En pâtir à Battir

La veille, Ieva m’avait contactée pour savoir si cela m’intéressait de l’accompagner à Battir le lendemain dans le cadre d’un exercice de son université. Elle aimerait être guide touristique et fait des études dans ce sens. Nous sommes donc parties avec les élèves de sa classe et deux professeurs pour ce village, situé à 7 km de Jérusalem. Chacun des étudiants avait un thème particulier à exposer pendant la visite de Battir et ses alentours. Ils n’avaient hélas pas tous la même rigueur et le même investissement dans leurs recherches, mais j’ai pu néanmoins en savoir beaucoup sur ce lieu, qui, bien que peu connu, a un passé historique considérable et continue d’être aujourd’hui un enjeu important dans le conflit israélo-palestinien.

Jpeg

En contrebas, on aperçoit la ligne de chemin de fer que les Ottomans avaient construit pour relier le port de Jaffa avec Jérusalem.

La ligne de chemin de fer ottomane définit la ligne verte, c’est-à-dire la frontière de séparation entre les territoires arabes et israéliens. Vous le savez sans doute, l’accès pour les palestiniens au delà de cette frontière est quasiment impossible. Mais Battir est un cas exceptionnel. En effet les habitants du village, les Battiri, possèdent et cultivent toujours leurs terres ancestrales malgré cette délimitation, selon les accord de Rhodes signés après la guerre israélo-arabe de 1949. En échange, les résidents assurent la protection du train qui relie Jaffa à Jérusalem. Le train ne s’arrête bien entendu pas au village, la gare étant placé du côté isarélien, et les habitants n’ont pas le droit de se rendre dans la ville trois fois sainte. Le village est niché dans la vallée de Makhrour : 554 km de murets, soit le plus long réseau de terrasses de toute la Palestine. Battir est isolé des autres villages palestiniens et est encerclé de colonies illégales, au regard du droit international.

La première photo de la journée que j’ai prise est celle que j’ai utilisée pour la couverture de l’article. On y voit le village, mais sans ses terrasses. C’est sur celles-ci que repose principalement l’économie de Battir. Son paysage est celui de collines et vallées agricoles, caractérisées par des terrasses de pierre, certaines irriguées pour les potagers et vergers, d’autres sèches pour les vignes et oliviers. Des parcelles qui dateraient du IIIe millénaire avant notre ère !
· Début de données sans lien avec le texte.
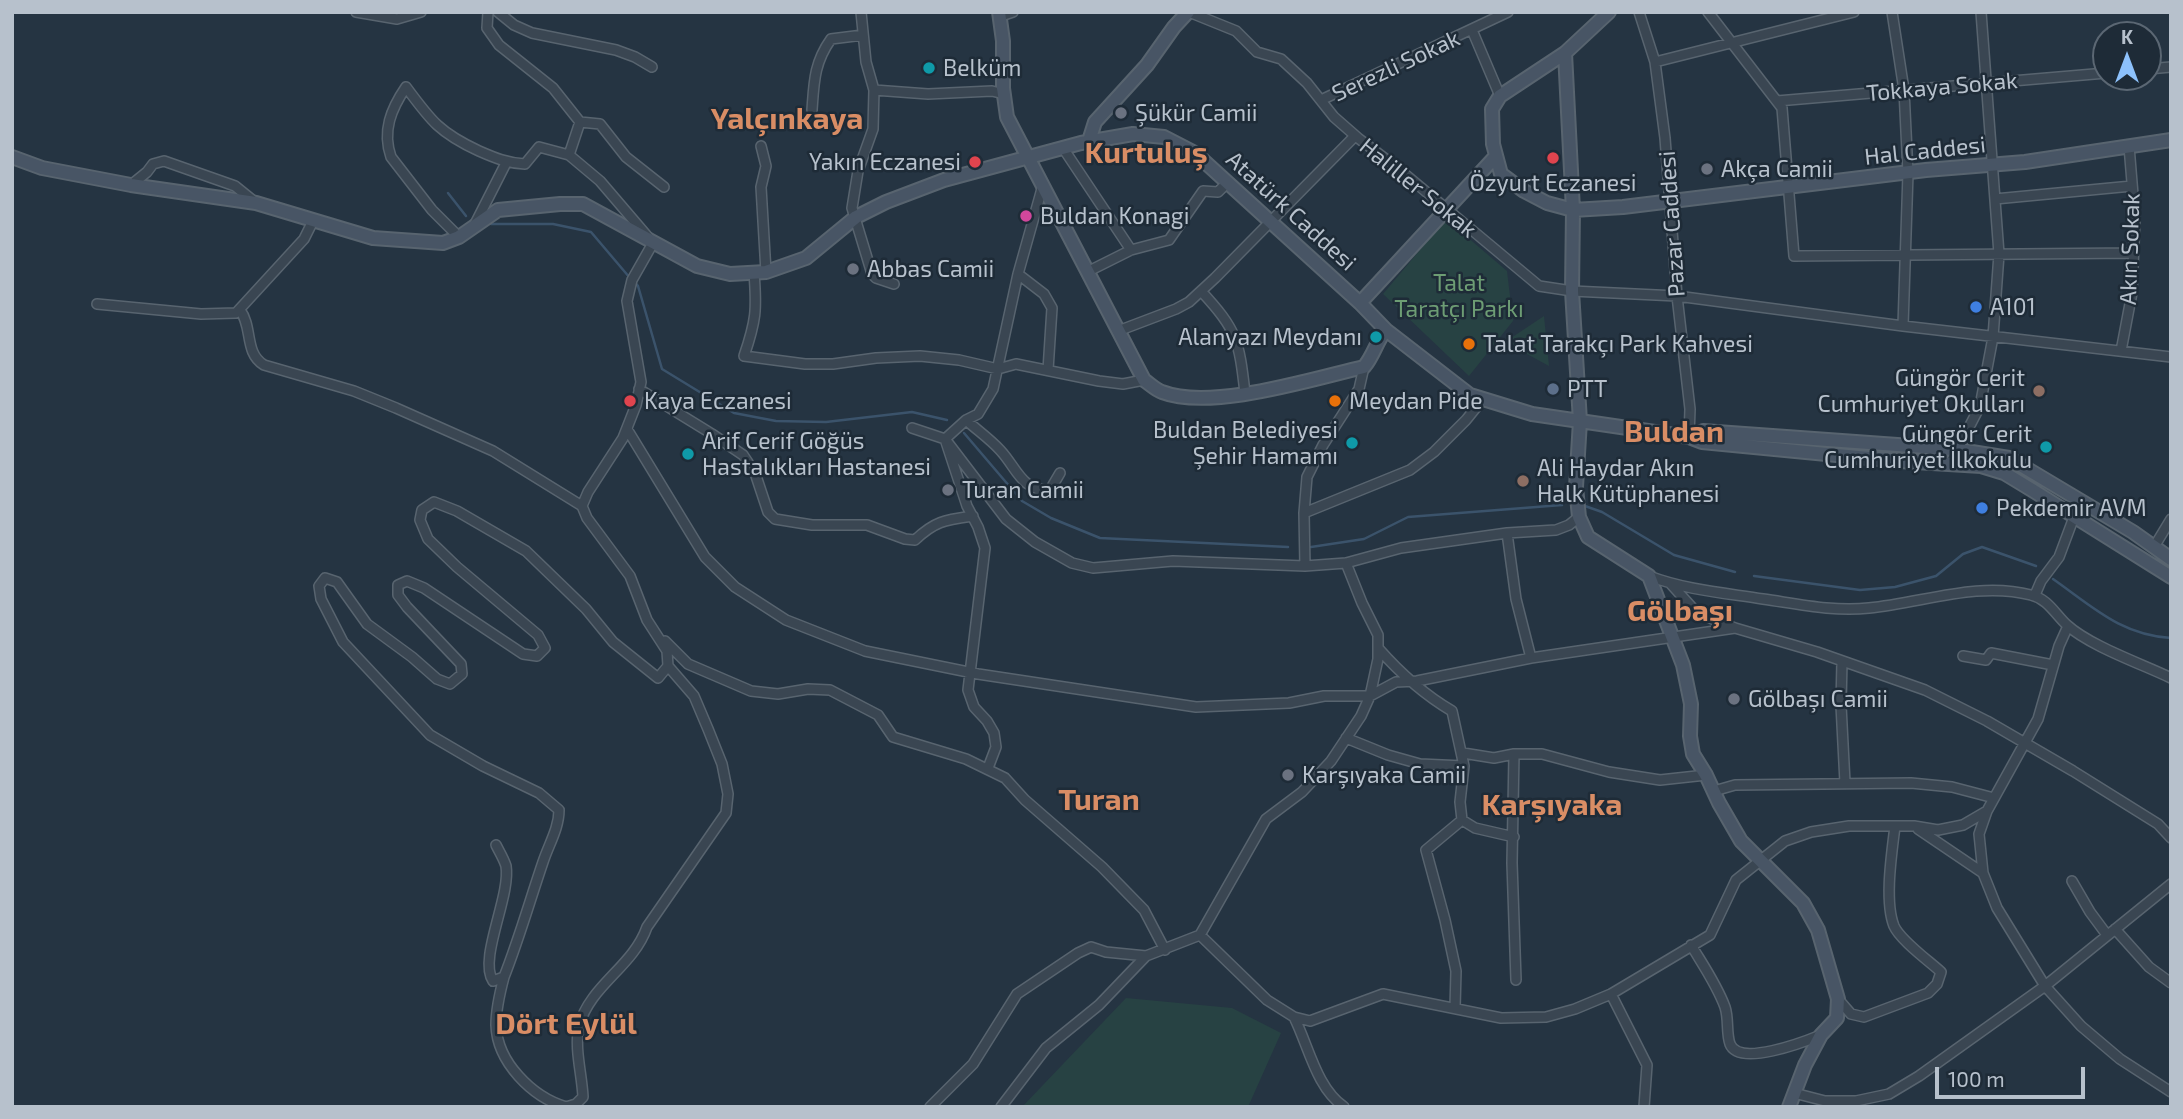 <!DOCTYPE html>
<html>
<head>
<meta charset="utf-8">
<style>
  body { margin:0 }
  #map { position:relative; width:2183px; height:1119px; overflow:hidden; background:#253442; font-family:"Exo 2",sans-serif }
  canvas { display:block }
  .frame { position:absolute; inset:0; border:14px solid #b7c1cc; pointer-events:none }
  .north { position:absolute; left:2092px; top:21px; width:70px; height:70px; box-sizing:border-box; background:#1e2b37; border:2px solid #5b6773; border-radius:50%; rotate:0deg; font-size:19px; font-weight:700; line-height:28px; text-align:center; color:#b7c1cc }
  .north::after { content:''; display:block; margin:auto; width:24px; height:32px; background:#8dc1fb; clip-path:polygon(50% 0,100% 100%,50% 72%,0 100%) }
  .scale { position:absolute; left:1935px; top:1067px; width:150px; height:32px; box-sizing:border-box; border:4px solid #b7c1cc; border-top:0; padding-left:9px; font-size:21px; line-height:24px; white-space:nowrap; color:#b7c1cc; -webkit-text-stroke:5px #1e2b37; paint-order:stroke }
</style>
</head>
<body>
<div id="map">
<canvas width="2183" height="1119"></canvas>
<div class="frame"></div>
<div class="north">K</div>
<div class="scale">100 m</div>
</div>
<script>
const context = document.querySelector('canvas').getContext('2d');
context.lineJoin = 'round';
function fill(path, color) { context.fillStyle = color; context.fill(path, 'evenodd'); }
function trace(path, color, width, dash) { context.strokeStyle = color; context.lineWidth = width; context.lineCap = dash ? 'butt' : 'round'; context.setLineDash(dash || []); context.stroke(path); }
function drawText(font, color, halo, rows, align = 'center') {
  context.font = font + ' "Exo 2",sans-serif'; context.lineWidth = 5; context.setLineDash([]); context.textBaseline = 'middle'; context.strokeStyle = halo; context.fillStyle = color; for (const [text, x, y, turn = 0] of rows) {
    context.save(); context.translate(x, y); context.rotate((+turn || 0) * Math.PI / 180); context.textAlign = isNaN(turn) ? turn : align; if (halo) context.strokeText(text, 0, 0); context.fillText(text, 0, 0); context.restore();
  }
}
fill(new Path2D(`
  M 1446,219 L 1507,271 L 1513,321 L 1469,376 L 1383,294 Z
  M 1544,316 L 1549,366 L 1505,342 Z
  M 1126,998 L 1232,1008 L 1281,1033 L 1248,1107 L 1022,1107 Z`), '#274243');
trace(new Path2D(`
  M 448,193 L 466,216
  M 491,224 L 553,224 L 591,232 L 630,278
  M 635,283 L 638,286 L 662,369 L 734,413 L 776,421 L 826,422 L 912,412 L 947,420
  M 964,433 L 1022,501 L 1051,518 L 1100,538 L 1288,547
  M 1585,506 L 1602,512 L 1674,555 L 1735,572
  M 1311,547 L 1364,539 L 1408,517 L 1562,505
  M 1754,576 L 1860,590 L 1895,587 L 1936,576 L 1963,554 L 1982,547 L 2036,566
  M 2053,579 C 2093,607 2121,635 2171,638`), '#3b536b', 2.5);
const street = new Path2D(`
  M 356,12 L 397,19 L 421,12
  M 488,12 L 487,28 L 499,45 L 553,88 L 580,122 L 569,155 L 600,181 L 653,243 L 632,280 L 627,301 L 641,382 L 636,405 L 623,438 L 588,492 L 582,506 L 587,518 L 630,576 L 647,620 L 667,651 L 668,666 L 658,678 L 613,642 L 586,609 L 526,551 L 457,511 L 434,502 L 422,510 L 420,520 L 428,539 L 457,567 L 538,635 L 545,648 L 537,656 L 523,654 L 424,588 L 407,581 L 398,585 L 398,595 L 407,607 L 461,664 L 462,674 L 450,684 L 437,679 L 412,657 L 367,624 L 337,582 L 325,578 L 319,586 L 321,599 L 343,642 L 430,735 L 483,766 L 539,793 L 559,810 C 559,828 549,844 543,862 C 530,900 519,939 504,977 L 493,981 C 478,959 511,896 506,866 C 504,859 499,851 496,845
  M 498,12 L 514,25 L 532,33 L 616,50 L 635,57 L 652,67
  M 861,12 L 866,62 L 874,90 L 873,129 L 858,171 L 852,208 L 872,274 L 876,278 L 894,284
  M 1189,12 L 1236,31 L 1257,52 L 1281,59 L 1307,83 L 1334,117 L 1358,138 L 1400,170 L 1539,286 L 1572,291 L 1677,296 L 1903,326 L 2171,357
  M 1639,12 L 1655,62 L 1665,138 L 1677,296 L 1690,409 L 1689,437
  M 1708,12 L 1782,108 L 1794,256 L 2134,253
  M 1892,12 L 1904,90 L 1908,173 L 1903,326
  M 1001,16 L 1013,12
  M 1472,30 L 1500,96
  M 1655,62 L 1854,12
  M 2148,69 L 2171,67
  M 874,90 L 928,94 L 992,91 L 1004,94
  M 1321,100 L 1508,12
  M 1777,101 L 2106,73
  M 812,110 C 814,82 814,63 831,39 L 863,35
  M 580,122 L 600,124 L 626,157 L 664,187
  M 761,146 L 766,166 L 761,187 L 766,272
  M 1063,148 L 1131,250
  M 131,185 L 147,172 L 153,164 L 164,161 L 235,186 L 256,203
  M 1995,199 L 2132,186
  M 475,224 L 506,163
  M 459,237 L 432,210 L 391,157 C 382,131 391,109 406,87 C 431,121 440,133 479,151 C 495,158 507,163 525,164 L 539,147 L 569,155
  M 1087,272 L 1131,250 L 1169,240 L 1203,191 L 1218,192 L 1228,182
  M 754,273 C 757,310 756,321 744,356 L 805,364 L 833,364 L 876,358 L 920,356 L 959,360 L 998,369 L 1016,364 L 1099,381 L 1123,384 L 1144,380
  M 1018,274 L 1044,294 L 1052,308 L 1048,370
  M 1201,291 C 1237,330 1239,340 1245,393
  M 97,304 L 201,314 L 236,313 L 304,239 L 313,221
  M 240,310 C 253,327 244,353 264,365 L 354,391 L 396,408 L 493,451 L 582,506
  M 1118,331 L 1176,309 L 1189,302 L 1215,278 L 1355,136
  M 2121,351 L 2132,293 L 2135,219 L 2129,146
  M 639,389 L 712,434 L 743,455 L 755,473 L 768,512 L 775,519 L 812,525 L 867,525 L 905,539 L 915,540 C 935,521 945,520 973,516
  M 966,420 C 977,430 990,439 1000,450 C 1017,468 1021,491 1050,490 L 1060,473
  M 912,428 L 945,439 L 1006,519 L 1035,542 L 1072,563 L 1093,568 L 1173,561 L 1305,566 L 1346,563 L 1401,548 L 1507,533 L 1556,530 L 1569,525 L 1579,517
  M 627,429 L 705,557 L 735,587 L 786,620 L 865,651 L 978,674 L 1196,707 L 1289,703 L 1324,696 L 1370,696 L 1396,682 L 1417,681 L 1531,658 L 1735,628
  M 1950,464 L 1980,406 L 1993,337 L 1999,254 L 1981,12
  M 1304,513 L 1410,470 L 1434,452 L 1466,420 L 1483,399
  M 1507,533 L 1516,599 L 1531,658
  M 2154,547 L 2171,519
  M 1305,566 L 1304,513 L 1307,477 L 1323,445 L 1359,389 L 1364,367
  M 1649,576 C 1686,590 1725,593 1763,599 C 1798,604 1834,612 1869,608 C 1923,603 1977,581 2031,595 C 2048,599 2055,614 2067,625 C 2090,646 2142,664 2171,678
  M 1670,583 L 1697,613 L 1735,628 L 1817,652 L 1925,690 L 1987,721 L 2073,771 L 2158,824 L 2171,838
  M 2035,595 L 2041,581 L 2059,557 L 2074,517
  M 2068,626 L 2059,646 L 2038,719 L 1987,811 L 1979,834 L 1983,873 L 1997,908 L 2045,986 L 2081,1026 L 2120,1059 L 2171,1092
  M 665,641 L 688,664 L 751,691 L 778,694 L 808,689 L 830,690 L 878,715 L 893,737 L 966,759 L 1005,778 L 1025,800 L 1102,867 L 1144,910 L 1165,950
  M 1378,648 C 1400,673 1423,694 1452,711 L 1464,766 L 1460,802 L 1462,820 L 1475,828 L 1514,837
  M 1963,656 L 1986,660 L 1991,653 L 2053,665
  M 1842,661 L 1841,705 L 1845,783
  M 1346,738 L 1388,755 L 1420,764 L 1464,766
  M 1463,753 L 1494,758 L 1514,754 L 1542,754 L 1609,772 L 1660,780 L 1706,775
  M 1514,754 L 1512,863 L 1516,980
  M 988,768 L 996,747 L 994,733 L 987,721 L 974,707 L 968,690 L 985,548 L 978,527 L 967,506 L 945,439 L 966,420 L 978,414 L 993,389 L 1018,274 L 1043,185
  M 1714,791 L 1735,785 L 1911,783 L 1952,787 L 1994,798
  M 1918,829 L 1983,873
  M 2072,881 L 2090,912 L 2107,935
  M 2115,929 L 2149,967 L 2171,983
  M 1200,935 L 1267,1000 L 1294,1017 L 1310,1021 L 1383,994 L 1501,1018 L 1546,1017 L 1575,1009 L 1611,994 L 1710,935 L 1736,880 L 1785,841 L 1811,832 L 1849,826 L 1914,826 L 1938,830 L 1963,825 L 1987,811
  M 1691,945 C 1703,965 1717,985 1725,1007 C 1729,1019 1726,1033 1730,1044 C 1739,1067 1804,1042 1821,1035
  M 504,977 C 500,992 496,1009 496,1025 C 497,1062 532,1097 566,1107 L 576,1104 L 583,1097 C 582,1074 574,1048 579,1026 C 590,985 633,967 647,927 L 726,813 L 728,794 L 722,764 L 708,729 L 694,696 L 668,666
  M 1611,994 L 1647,1065 L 1644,1107
  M 1838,999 L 1851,1014 L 1864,1017 L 1928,993 L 1937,984 L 1941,972 C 1929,961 1900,940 1894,926 C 1884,901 1892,852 1895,826
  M 1455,1008 L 1456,971 L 1445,920 L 1426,850 L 1462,820
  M 1294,1017 C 1309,1047 1316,1087 1344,1107
  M 1794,1093 L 1825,1101 L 1856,1101 L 1889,1094 L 1919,1076 L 2045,986 L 2171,884
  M 930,1107 L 973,1064 L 1017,994 L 1078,953 L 1091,947 L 1106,952 L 1146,956
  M 1001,1107 L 1046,1048 L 1099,1005 L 1146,956 L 1200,935 L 1266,819 L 1302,792 L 1331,761 L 1361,716 L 1370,696 L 1378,659 L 1378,635 L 1362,603 L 1346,563`);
const secondary = new Path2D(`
  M 999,12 L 1003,41 L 1003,88 L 1007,117 L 1144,380 C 1150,384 1156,390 1162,392 C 1211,411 1312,379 1364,367 C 1374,355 1376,342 1386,330
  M 1609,12 L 1565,53 L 1500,96 L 1492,109 L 1493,144 L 1501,174 L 1524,191 L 1547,203 L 1573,210 L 1623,207 L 1926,170 L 2025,162 L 2171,140
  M 1565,53 L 1573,210 L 1572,291 L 1580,421 L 1576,487 L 1579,517 L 1588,537 L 1649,576 L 1683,665 L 1691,704 L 1690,736 L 1693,754 L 1706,775 L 1719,803 L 1741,841 L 1803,903 L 1818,930 L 1838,999 L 1837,1018 L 1821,1035 L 1805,1065 L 1789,1107
  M 1089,141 L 1095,122 L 1147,65 L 1174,27 L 1188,12
  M 12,157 L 42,168 L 131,185 L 256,203 L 373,238 L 443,243 L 459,237 L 498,210 L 560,204 L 583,204 L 697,266 L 730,274 L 766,272 L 806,258 L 856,217 L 886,202 L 944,180 L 1081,143 L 1133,134 L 1164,137 L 1195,153 L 1360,303 L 1386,330 L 1470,395 L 1532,414 L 1689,437 L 1702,442 L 1899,461 L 1981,466 L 2004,473 L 2032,490 L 2171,577
  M 1360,303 L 1496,156
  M 1689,437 L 1703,431 L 1953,449 L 2009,458 L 2133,532 L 2171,559`);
trace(street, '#58646f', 12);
trace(secondary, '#58646f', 16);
trace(street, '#3a4652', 9);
trace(secondary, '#485565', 12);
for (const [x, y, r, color] of [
  [929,68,7,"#0f9aa8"],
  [1121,113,7,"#6b7280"],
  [1553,158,7,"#e0444e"],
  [975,162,7,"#e0444e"],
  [1707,169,7,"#6b7280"],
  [1026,216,7,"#d1479c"],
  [853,269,7,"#6b7280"],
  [1976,307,7,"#3f7fe0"],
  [1376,337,7,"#0f9aa8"],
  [1469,344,7,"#e8710a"],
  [1553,389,7,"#5c6f8a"],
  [2039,391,7,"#8d6e63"],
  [630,401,7,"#e0444e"],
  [1335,401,7,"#e8710a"],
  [1352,443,7,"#0f9aa8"],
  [2046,447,7,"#0f9aa8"],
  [688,454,7,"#0f9aa8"],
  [1523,481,7,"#8d6e63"],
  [948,490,7,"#6b7280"],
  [1982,508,7,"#3f7fe0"],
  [1734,699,7,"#6b7280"],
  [1288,775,7,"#6b7280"]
]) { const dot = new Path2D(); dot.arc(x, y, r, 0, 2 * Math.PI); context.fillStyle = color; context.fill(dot); trace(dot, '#1e2b37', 2.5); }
drawText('23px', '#b7c1cc', '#1e2b37', [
  ["Serezli Sokak",1396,66,-25],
  ["Tokkaya Sokak",1942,87,-5],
  ["Hal Caddesi",1925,151,-6],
  ["Haliller Sokak",1418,188,39],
  ["Atatürk Caddesi",1291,211,42],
  ["Pazar Caddesi",1672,224,-94],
  ["Akın Sokak",2130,249,-88]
]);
drawText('23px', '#b7c1cc', '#1e2b37', [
  ["Belküm",943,68],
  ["Şükür Camii",1135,113],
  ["Yakın Eczanesi",961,162,"right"],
  ["Akça Camii",1721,169],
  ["Özyurt Eczanesi",1553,183,"center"],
  ["Buldan Konagi",1040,216],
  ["Abbas Camii",867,269],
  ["A101",1990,307],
  ["Alanyazı Meydanı",1362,337,"right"],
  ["Talat Tarakçı Park Kahvesi",1483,344],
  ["Güngör Cerit",2025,378,"right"],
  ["Cumhuriyet Okulları",2025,404,"right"],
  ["PTT",1567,389],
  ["Kaya Eczanesi",644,401],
  ["Meydan Pide",1349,401],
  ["Buldan Belediyesi",1338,430,"right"],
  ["Şehir Hamamı",1338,456,"right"],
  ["Güngör Cerit",2032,434,"right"],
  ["Cumhuriyet İlkokulu",2032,460,"right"],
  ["Arif Cerif Göğüs",702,441],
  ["Hastalıkları Hastanesi",702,467],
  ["Ali Haydar Akın",1537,468],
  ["Halk Kütüphanesi",1537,494],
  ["Turan Camii",962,490],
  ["Pekdemir AVM",1996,508],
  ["Gölbaşı Camii",1748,699],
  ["Karşıyaka Camii",1302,775]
], 'left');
drawText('23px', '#6d9d74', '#1e2b37', [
  ["Talat",1459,283],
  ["Taratçı Parkı",1459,309]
]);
drawText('bold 30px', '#d98d65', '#1e2b37', [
  ["Yalçınkaya",787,119],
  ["Kurtuluş",1146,153],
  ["Buldan",1674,432],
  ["Gölbaşı",1680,611],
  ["Turan",1099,800],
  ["Karşıyaka",1552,805],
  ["Dört Eylül",566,1024]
]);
</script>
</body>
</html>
Ce diaporama nécessite JavaScript.

Ces cultures sont arrosées par un mini-aqueduc antique, formant un réseau de canaux d’irrigation, creusé dans la roche et alimenté par des sources souterraines.
L’eau collectée grâce à ce réseau est distribuée équitablement entre les familles du village de Battir.

Ce diaporama nécessite JavaScript.

Le village possède également des ruines d’un bain romain. C’est ce que vous pouvez voir dans le diaporama ci-dessus selon différents points de vue. Des enfants ont abreuvé leur âne puis sont partis, remplacés par une classe de petites filles qui se sont assises sur le muret de pierres et ont chanté une chanson traditionnelle, exaltant l’importance de la femme palestinienne.

Jpeg

Bob l’Éponge, Mickey, et l’alphabet arabe.

Je vous parlais au début de l’article de la voie de chemin de fer ottomane, marquant la ligne verte. Mais je n’ai pas précisé que si les villageois ont le droit unique d’exploiter leurs terres situées par-delà les rails, c’est-à-dire en Israël, cela est dû à un seul homme : Hasan Mustafa.

Jpeg

Panneau du centre culturel Hasan Mustafa.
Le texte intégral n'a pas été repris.